After THC and CBD, the pharmaceutical industry has also decided to start studying the possible pharmaceutical uses of the precursor acids of the two best-known compounds in cannabis.
CBDA is the acid originally found in cannabis that acts as a precursor to CBD after a decarbonisation process (generally carried out with heat), which is also what makes the plant psychoactive. Last July, Professor Raphael Mechoulam, 88, a professor of chemical medicine at the Hebrew University of Jerusalem, explained to Forbes magazine how the team he works with at the American company EPM, had come up with a method by which to work with the original compounds of cannabis.
"Everyone is discussing THC and CBD, but these cannabinoids are really secondary substances - they appear in the plant afterwards," Mechoulam explains to Forbes.
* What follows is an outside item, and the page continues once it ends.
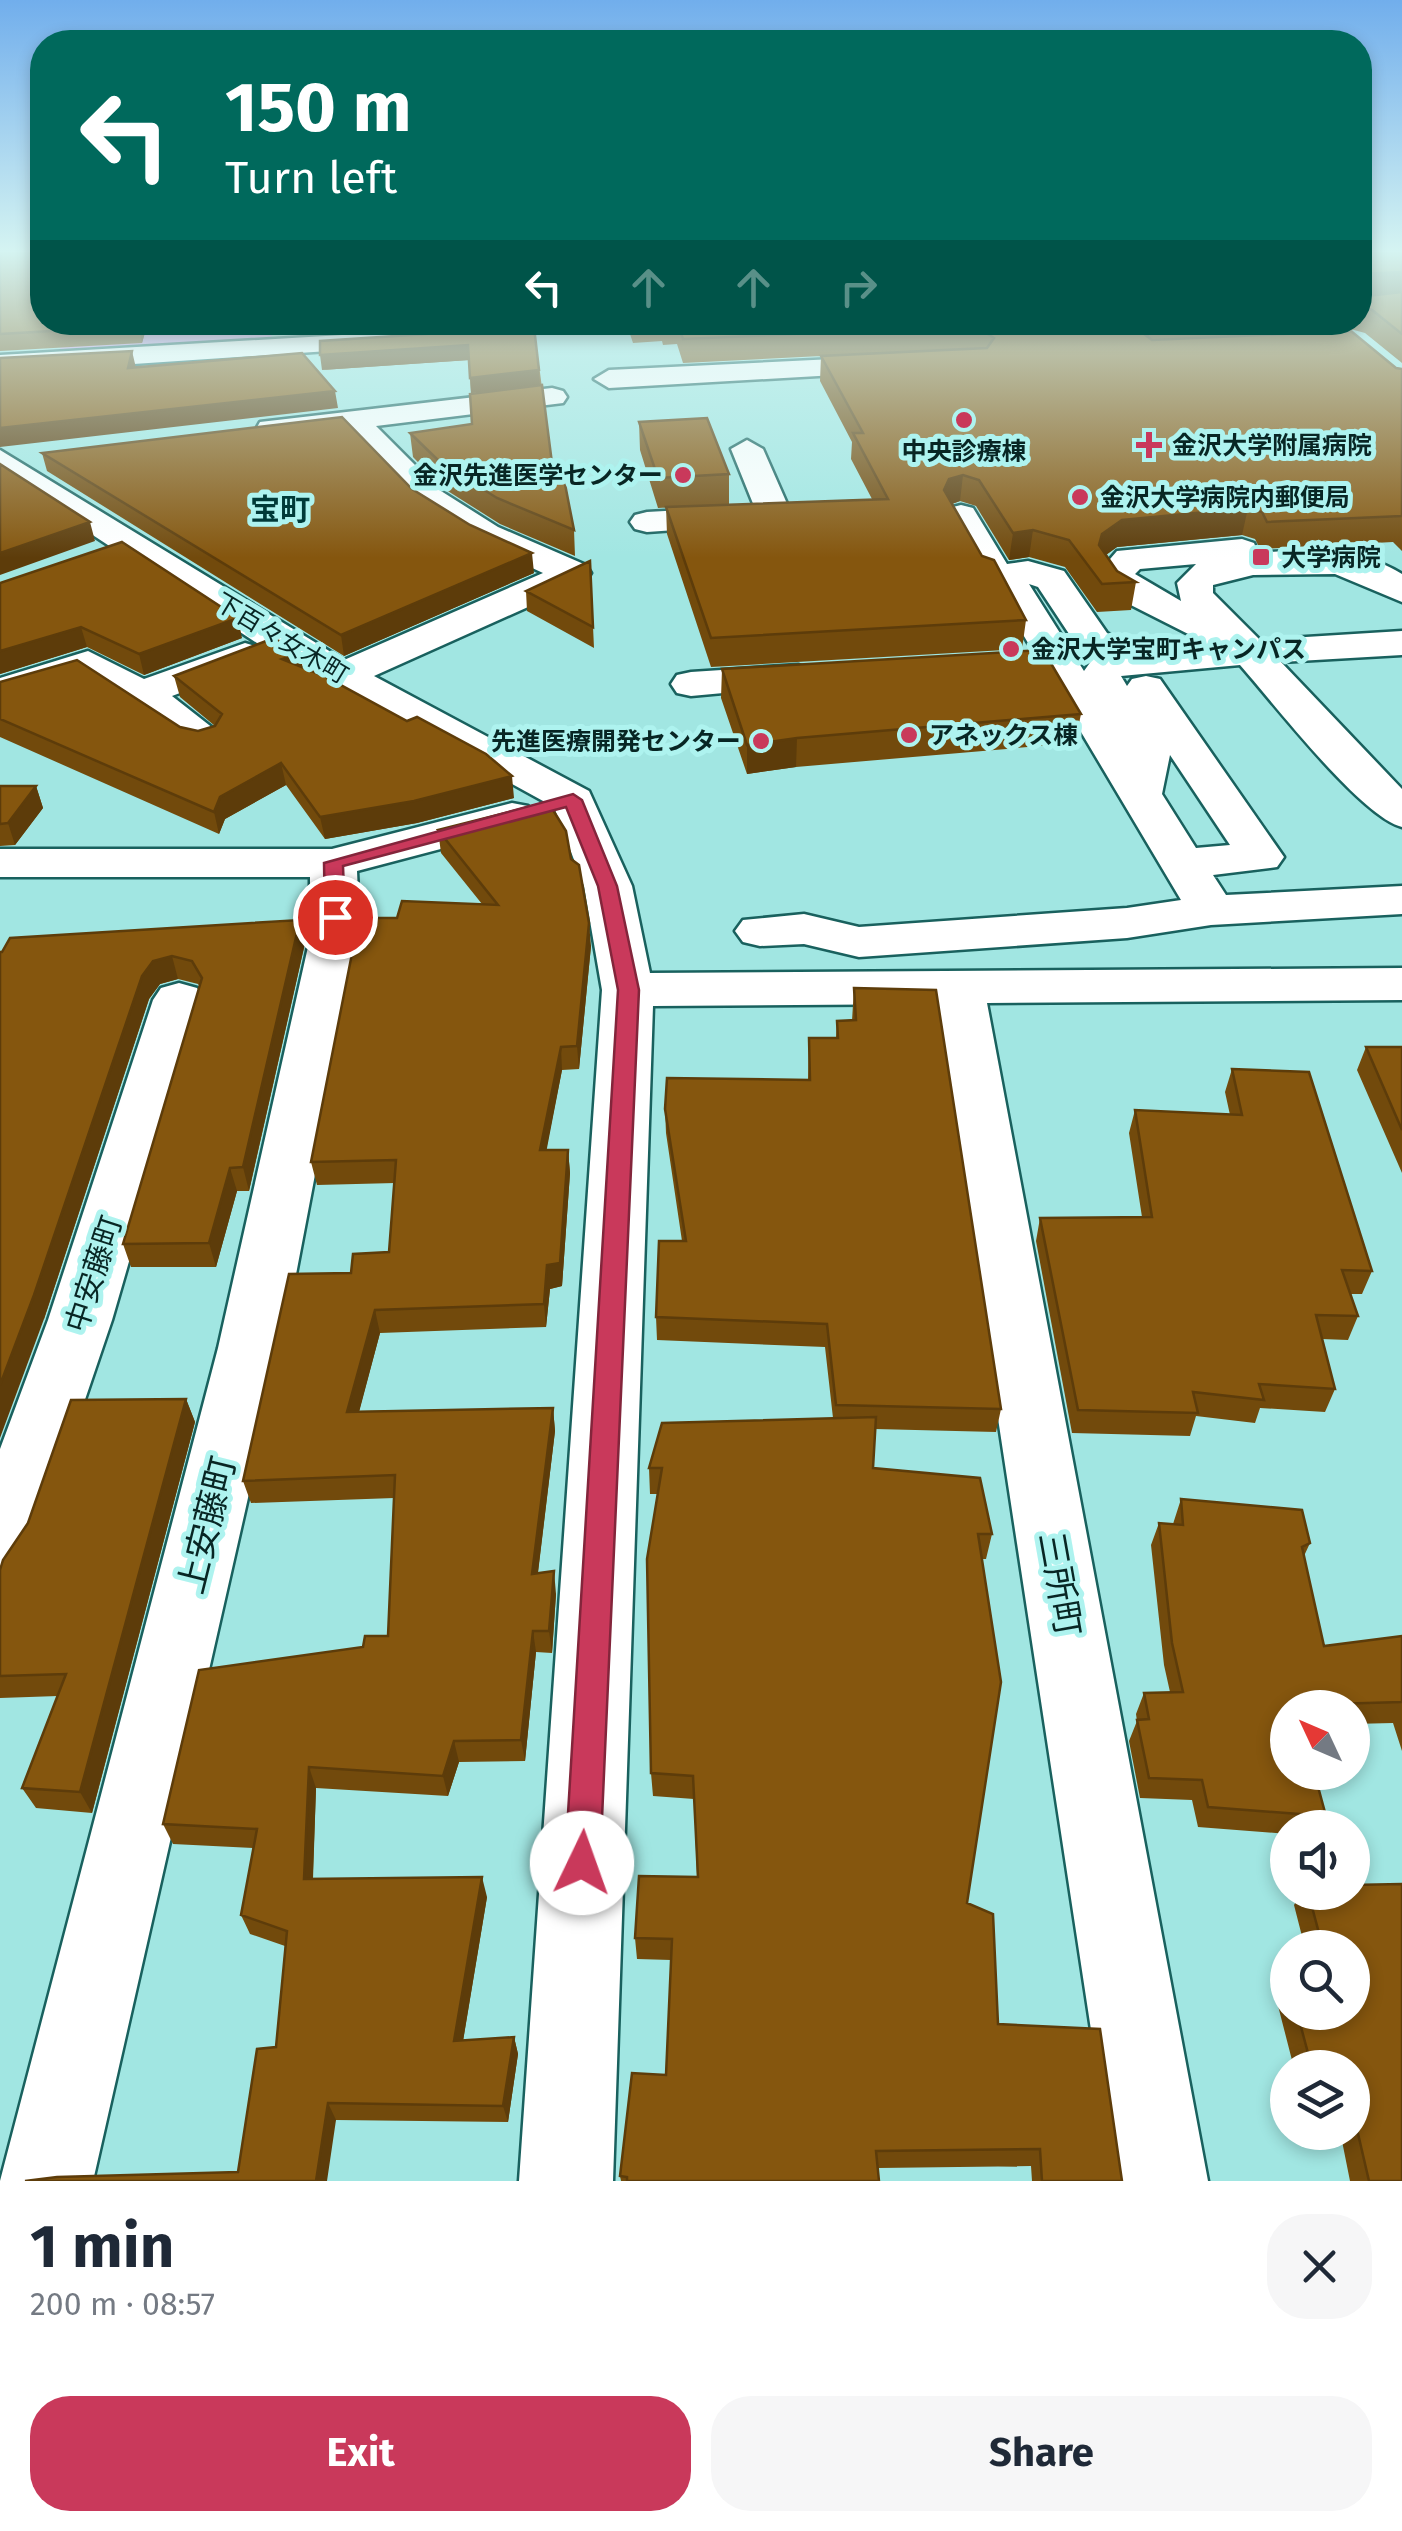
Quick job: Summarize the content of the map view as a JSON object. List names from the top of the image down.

The method he used to work with the CBDA and THCA acids that are originally found in the plant is called esterification, and it allows these acids to be kept stable enough to allow their use. "Originally, there are acids that appear in the plant, and those acids are these mysterious worlds of compounds that are much more powerful than cannabinoids," adds Professor Mechoulam, who explains that the instability of these substances is what has made studying their medical uses impossible so far.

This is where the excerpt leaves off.